Number of lines below with "Drive": work it out and reply with that number only.

(Beginning of Records shown)

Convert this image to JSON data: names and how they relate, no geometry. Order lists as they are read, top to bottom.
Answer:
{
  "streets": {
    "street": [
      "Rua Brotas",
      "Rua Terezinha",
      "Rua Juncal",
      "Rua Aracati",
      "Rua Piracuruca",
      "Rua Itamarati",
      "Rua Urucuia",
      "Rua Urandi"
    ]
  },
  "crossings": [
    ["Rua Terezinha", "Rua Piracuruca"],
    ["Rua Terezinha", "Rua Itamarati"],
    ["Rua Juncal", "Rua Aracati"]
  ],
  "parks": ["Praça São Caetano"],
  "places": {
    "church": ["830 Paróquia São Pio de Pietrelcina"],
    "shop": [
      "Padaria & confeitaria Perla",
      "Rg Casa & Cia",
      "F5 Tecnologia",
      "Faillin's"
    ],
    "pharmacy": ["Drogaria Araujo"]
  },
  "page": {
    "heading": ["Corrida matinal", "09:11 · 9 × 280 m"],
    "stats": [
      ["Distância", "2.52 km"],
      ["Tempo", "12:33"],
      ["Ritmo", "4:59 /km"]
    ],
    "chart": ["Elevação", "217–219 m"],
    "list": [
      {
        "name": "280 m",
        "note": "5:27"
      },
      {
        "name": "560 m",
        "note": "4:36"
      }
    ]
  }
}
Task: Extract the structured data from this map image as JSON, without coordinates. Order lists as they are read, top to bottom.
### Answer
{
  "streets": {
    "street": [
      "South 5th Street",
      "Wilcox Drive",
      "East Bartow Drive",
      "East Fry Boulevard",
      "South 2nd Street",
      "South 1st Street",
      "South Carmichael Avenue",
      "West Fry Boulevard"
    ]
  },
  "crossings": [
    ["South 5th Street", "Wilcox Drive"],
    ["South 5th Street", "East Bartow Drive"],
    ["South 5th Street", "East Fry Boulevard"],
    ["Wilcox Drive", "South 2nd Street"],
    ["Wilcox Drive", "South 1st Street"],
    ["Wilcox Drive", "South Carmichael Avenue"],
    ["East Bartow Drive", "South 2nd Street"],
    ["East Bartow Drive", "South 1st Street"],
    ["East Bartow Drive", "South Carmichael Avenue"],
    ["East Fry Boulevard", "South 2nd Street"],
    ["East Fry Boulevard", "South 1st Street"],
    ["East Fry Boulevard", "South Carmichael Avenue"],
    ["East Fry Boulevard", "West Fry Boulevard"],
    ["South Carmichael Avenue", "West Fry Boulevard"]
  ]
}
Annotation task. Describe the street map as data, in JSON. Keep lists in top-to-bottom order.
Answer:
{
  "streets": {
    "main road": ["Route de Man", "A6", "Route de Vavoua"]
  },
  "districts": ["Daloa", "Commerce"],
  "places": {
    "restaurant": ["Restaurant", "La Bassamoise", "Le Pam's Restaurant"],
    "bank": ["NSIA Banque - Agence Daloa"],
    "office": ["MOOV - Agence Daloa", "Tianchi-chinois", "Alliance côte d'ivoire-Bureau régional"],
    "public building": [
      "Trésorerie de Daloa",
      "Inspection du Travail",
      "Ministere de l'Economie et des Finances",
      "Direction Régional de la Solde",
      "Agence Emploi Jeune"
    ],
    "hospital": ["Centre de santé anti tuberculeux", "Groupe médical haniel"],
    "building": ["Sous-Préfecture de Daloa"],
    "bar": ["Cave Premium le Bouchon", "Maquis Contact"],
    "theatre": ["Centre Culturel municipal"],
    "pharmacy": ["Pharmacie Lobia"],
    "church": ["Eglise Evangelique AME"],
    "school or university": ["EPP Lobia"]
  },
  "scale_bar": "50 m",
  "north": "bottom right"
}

(End of Records shown)

Solution to this problem :: 10